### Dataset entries
/---

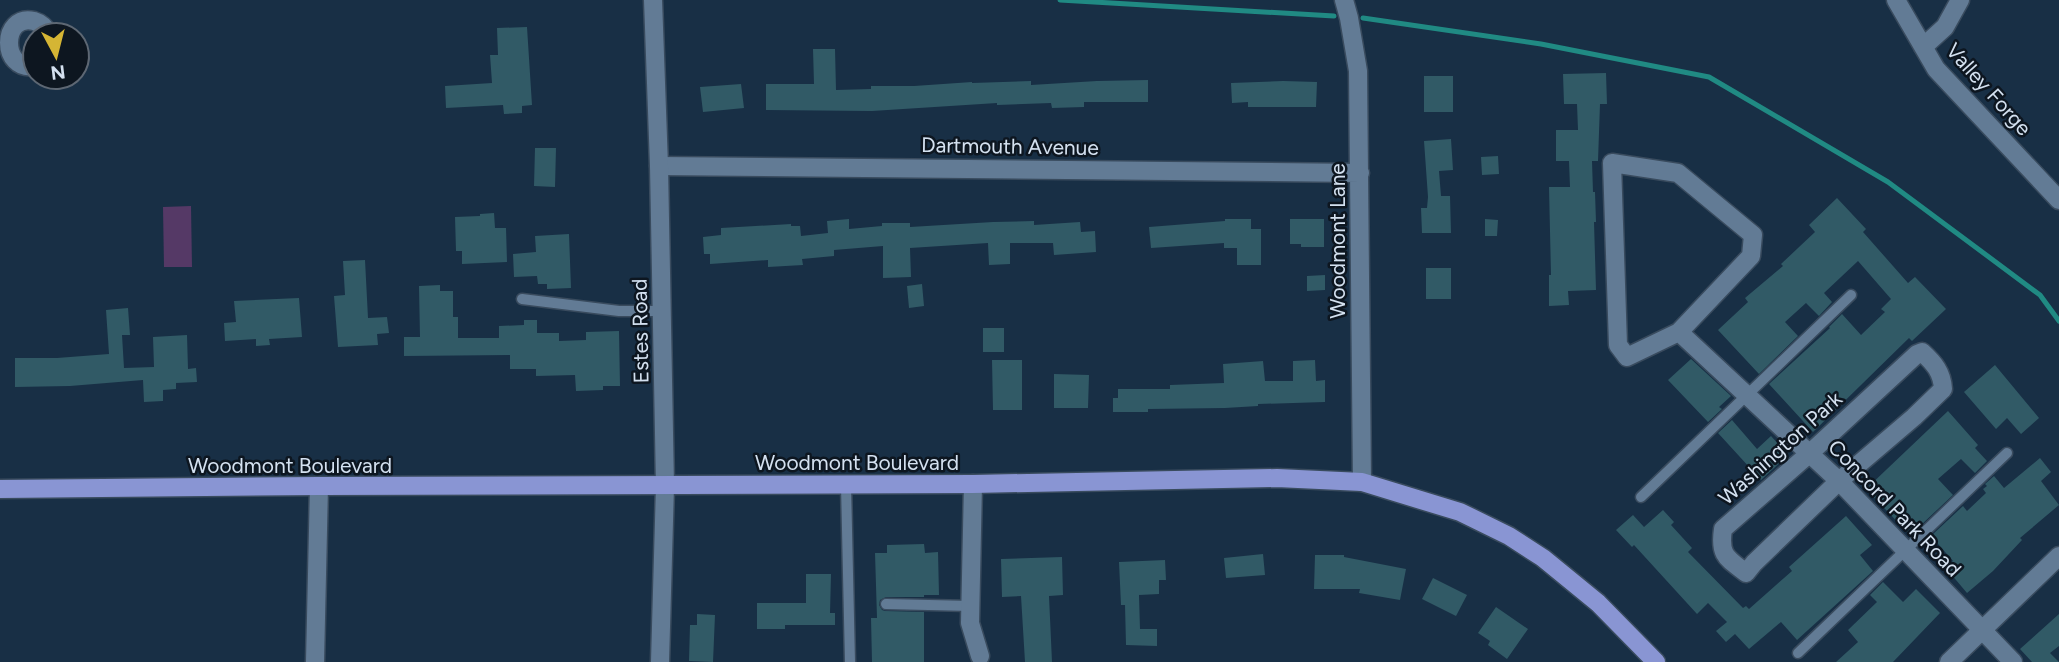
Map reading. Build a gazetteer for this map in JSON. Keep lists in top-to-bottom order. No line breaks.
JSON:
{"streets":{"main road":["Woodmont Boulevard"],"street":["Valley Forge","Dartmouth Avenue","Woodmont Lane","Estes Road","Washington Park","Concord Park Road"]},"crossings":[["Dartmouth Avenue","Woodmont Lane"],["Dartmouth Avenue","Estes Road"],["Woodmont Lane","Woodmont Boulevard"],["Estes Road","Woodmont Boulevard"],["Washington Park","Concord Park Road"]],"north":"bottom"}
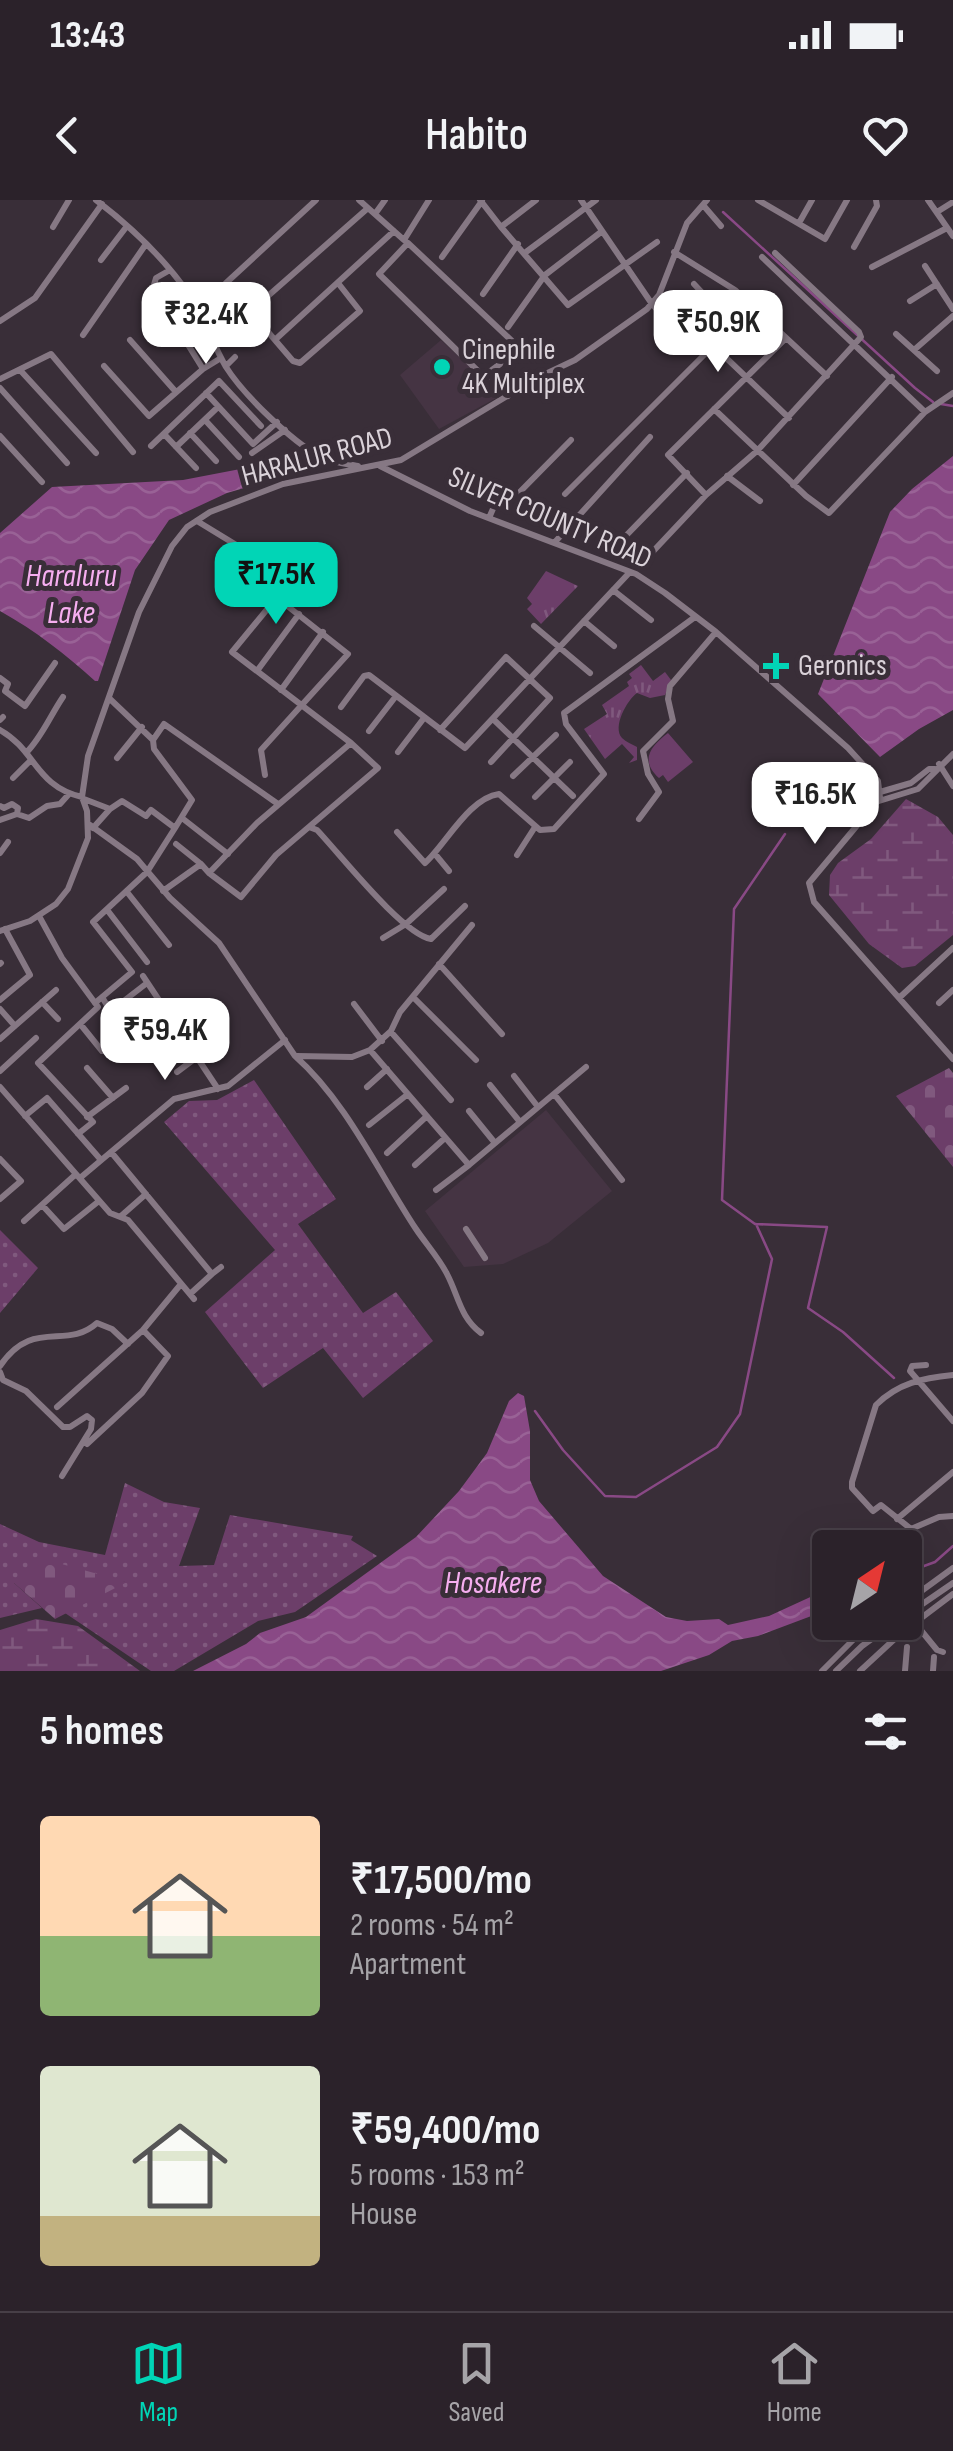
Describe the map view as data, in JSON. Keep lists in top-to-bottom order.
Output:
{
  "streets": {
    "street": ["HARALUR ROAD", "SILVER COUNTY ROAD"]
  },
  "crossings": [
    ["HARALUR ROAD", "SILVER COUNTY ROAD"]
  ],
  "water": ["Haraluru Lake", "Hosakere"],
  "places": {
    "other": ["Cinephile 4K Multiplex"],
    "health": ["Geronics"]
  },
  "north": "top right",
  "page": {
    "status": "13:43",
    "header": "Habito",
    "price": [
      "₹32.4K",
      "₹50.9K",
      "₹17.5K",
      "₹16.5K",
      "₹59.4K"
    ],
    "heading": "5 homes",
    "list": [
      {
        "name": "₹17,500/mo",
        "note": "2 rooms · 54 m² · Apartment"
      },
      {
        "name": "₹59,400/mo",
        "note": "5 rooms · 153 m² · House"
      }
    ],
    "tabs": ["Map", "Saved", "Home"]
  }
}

\---

### Exercise objective
In the records shown above, how many lines include the word "Keep"? Answer with the number only.

### Output below
2